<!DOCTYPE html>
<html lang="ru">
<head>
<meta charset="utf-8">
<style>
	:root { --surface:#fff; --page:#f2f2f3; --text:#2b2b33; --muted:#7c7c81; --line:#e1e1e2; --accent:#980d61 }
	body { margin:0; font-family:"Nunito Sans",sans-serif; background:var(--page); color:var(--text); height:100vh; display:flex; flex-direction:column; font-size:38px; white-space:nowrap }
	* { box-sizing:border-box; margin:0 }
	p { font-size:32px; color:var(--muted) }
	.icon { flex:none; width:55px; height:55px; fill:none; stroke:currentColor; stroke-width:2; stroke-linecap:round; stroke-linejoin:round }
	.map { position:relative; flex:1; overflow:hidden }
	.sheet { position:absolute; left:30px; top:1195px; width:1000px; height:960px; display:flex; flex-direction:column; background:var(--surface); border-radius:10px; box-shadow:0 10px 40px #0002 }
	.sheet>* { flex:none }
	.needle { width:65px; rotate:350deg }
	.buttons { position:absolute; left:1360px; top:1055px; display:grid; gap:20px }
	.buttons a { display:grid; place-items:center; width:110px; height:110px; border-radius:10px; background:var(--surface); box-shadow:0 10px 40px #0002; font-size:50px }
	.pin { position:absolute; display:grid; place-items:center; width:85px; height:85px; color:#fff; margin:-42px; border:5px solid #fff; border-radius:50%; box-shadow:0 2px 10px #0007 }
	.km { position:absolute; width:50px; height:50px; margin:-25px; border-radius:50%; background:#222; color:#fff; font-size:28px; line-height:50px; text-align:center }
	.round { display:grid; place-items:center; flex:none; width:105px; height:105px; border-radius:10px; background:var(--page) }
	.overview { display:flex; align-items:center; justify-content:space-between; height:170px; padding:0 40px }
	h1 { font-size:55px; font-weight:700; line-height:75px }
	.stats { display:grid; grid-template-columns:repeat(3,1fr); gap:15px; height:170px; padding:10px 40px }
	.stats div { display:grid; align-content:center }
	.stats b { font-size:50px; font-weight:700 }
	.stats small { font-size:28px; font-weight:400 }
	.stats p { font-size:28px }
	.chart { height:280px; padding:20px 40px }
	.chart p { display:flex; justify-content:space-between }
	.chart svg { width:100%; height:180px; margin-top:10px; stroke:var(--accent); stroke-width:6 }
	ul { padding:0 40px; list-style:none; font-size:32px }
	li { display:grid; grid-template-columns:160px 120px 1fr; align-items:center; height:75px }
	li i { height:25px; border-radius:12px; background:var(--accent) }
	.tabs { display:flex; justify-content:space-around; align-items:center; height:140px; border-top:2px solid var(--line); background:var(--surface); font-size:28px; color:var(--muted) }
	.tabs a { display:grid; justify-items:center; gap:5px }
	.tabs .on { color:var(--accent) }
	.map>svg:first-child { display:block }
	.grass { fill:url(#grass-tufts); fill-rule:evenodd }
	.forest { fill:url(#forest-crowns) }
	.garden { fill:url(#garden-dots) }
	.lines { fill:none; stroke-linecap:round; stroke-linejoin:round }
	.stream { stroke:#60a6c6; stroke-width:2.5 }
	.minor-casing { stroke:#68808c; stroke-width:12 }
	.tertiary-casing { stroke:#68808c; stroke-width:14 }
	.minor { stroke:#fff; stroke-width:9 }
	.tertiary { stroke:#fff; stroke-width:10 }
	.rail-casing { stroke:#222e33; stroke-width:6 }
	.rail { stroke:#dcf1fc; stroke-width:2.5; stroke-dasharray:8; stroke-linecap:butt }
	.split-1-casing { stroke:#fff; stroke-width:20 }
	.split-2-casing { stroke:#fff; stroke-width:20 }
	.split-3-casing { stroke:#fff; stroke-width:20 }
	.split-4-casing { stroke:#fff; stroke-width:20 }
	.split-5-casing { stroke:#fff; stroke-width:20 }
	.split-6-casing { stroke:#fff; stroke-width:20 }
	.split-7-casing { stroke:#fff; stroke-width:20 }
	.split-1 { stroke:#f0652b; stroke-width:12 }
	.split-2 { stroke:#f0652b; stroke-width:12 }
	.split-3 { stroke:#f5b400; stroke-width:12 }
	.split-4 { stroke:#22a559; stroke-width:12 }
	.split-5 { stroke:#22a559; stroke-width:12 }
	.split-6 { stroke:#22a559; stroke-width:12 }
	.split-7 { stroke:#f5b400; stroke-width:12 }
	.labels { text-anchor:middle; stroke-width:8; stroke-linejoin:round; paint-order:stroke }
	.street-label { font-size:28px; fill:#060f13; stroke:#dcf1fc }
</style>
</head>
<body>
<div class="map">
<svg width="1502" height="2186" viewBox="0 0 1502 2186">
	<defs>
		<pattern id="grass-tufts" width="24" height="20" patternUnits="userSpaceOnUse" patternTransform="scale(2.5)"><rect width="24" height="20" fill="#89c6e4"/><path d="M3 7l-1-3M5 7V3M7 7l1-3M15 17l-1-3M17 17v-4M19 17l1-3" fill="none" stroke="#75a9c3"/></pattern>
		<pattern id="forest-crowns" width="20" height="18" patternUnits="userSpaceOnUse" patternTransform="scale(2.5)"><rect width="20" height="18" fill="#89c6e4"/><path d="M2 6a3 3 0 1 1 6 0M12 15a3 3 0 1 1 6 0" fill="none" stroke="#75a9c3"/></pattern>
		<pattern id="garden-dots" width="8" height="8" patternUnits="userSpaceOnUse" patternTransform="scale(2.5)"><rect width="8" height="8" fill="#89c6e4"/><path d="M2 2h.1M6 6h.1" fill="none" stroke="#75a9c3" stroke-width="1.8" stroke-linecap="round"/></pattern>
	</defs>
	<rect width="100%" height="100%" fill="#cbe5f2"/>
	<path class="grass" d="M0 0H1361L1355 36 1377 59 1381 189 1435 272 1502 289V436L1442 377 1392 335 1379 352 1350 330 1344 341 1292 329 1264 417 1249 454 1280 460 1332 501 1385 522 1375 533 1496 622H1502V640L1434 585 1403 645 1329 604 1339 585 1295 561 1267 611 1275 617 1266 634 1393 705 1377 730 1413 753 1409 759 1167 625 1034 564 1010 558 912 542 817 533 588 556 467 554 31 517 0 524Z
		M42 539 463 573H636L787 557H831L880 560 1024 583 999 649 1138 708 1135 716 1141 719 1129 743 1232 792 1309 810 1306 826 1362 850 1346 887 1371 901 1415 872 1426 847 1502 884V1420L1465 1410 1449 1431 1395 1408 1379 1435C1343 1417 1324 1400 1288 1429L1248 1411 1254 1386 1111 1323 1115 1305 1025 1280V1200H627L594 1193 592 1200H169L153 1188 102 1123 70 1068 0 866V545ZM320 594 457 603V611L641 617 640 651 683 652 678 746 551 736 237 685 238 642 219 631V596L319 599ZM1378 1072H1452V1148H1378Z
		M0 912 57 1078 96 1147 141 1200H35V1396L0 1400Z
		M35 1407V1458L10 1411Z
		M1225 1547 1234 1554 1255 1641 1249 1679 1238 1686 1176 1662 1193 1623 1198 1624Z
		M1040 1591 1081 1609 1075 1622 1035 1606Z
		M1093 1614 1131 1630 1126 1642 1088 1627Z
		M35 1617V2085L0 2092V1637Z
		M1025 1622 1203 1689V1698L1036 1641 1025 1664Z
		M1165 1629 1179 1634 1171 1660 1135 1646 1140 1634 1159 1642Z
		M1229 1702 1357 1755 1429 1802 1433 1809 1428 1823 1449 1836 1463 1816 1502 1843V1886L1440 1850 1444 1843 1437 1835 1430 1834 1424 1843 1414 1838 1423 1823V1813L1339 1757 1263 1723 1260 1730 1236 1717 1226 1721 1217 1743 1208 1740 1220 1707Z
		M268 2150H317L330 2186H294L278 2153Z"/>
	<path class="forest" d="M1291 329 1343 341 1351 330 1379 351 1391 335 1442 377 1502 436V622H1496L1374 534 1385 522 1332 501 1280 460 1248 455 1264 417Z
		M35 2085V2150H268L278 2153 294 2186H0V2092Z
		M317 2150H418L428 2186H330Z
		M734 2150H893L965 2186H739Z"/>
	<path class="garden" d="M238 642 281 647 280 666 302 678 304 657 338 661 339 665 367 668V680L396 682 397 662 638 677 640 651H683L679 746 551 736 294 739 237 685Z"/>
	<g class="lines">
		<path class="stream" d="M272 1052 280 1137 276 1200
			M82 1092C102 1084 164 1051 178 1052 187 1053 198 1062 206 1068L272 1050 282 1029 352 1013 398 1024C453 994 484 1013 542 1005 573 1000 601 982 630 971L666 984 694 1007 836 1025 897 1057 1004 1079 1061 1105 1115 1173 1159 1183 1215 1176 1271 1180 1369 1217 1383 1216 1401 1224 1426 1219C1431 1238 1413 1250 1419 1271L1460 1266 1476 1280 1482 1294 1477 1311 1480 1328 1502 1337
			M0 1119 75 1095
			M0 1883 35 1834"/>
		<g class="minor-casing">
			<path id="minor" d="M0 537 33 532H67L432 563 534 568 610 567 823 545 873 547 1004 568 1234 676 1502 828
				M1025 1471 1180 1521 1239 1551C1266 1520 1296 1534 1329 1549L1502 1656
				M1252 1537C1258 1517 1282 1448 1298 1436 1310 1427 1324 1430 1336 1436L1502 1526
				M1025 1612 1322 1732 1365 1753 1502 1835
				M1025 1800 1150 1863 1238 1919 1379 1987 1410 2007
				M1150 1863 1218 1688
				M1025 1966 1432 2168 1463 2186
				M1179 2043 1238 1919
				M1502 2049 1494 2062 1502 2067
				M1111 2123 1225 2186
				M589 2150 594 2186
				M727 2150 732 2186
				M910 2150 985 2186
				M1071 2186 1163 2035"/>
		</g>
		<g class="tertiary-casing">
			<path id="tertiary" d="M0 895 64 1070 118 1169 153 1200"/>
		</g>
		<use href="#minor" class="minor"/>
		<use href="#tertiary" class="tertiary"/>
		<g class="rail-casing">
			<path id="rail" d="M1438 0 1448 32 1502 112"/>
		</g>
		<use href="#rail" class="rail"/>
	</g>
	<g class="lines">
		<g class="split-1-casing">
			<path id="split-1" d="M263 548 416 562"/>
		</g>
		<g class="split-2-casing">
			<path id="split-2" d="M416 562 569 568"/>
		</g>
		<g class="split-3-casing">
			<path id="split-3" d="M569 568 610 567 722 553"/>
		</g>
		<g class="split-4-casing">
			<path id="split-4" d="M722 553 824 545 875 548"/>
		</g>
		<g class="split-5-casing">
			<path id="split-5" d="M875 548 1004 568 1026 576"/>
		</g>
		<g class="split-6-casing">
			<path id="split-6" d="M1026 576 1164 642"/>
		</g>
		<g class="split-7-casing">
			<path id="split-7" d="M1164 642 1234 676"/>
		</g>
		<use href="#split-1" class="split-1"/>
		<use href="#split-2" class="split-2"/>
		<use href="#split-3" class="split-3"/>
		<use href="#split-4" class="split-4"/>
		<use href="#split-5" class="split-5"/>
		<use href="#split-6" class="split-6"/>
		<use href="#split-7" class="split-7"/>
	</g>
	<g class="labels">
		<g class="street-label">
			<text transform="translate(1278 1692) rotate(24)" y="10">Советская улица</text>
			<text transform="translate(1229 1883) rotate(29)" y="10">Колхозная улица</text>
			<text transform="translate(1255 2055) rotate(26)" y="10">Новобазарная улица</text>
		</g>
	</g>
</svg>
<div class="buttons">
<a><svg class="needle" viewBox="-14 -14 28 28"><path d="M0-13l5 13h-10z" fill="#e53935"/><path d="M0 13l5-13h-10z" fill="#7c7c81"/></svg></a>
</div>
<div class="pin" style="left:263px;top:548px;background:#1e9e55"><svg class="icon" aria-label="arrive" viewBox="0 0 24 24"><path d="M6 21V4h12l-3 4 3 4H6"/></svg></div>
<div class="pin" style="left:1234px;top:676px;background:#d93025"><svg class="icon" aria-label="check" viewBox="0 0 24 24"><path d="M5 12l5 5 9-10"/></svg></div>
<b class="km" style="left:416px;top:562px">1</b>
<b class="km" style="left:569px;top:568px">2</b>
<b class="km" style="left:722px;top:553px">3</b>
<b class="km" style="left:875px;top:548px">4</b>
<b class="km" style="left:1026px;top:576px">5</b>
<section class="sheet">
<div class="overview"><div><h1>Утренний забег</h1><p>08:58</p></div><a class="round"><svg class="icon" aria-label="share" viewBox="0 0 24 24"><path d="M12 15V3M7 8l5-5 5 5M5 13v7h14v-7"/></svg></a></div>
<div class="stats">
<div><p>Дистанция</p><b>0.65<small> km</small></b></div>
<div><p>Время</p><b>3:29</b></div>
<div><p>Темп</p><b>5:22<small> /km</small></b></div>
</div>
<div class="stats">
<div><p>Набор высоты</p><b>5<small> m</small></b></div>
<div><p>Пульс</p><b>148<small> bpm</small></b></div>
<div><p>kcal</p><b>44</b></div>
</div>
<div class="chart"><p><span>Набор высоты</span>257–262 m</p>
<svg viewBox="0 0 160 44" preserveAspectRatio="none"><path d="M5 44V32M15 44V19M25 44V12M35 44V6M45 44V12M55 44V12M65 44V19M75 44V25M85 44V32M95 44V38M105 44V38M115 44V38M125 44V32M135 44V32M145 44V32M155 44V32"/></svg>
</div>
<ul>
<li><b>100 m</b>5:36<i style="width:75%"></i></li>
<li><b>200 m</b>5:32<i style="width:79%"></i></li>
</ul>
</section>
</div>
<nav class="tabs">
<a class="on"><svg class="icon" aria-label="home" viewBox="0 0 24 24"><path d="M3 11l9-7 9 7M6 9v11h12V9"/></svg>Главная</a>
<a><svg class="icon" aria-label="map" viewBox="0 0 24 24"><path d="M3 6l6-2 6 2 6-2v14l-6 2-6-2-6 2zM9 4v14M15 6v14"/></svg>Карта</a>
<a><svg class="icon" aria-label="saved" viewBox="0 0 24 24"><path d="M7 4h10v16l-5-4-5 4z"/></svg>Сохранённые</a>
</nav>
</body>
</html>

------------------------------------------------------------------------

INSTRUCTIONS TO FOLLOW => Make a list of all lines in the data that contain "direction".

RESULT FOR THIS EXERCISE =>
	body { margin:0; font-family:"Nunito Sans",sans-serif; background:var(--page); color:var(--text); height:100vh; display:flex; flex-direction:column; font-size:38px; white-space:nowrap }
	.sheet { position:absolute; left:30px; top:1195px; width:1000px; height:960px; display:flex; flex-direction:column; background:var(--surface); border-radius:10px; box-shadow:0 10px 40px #0002 }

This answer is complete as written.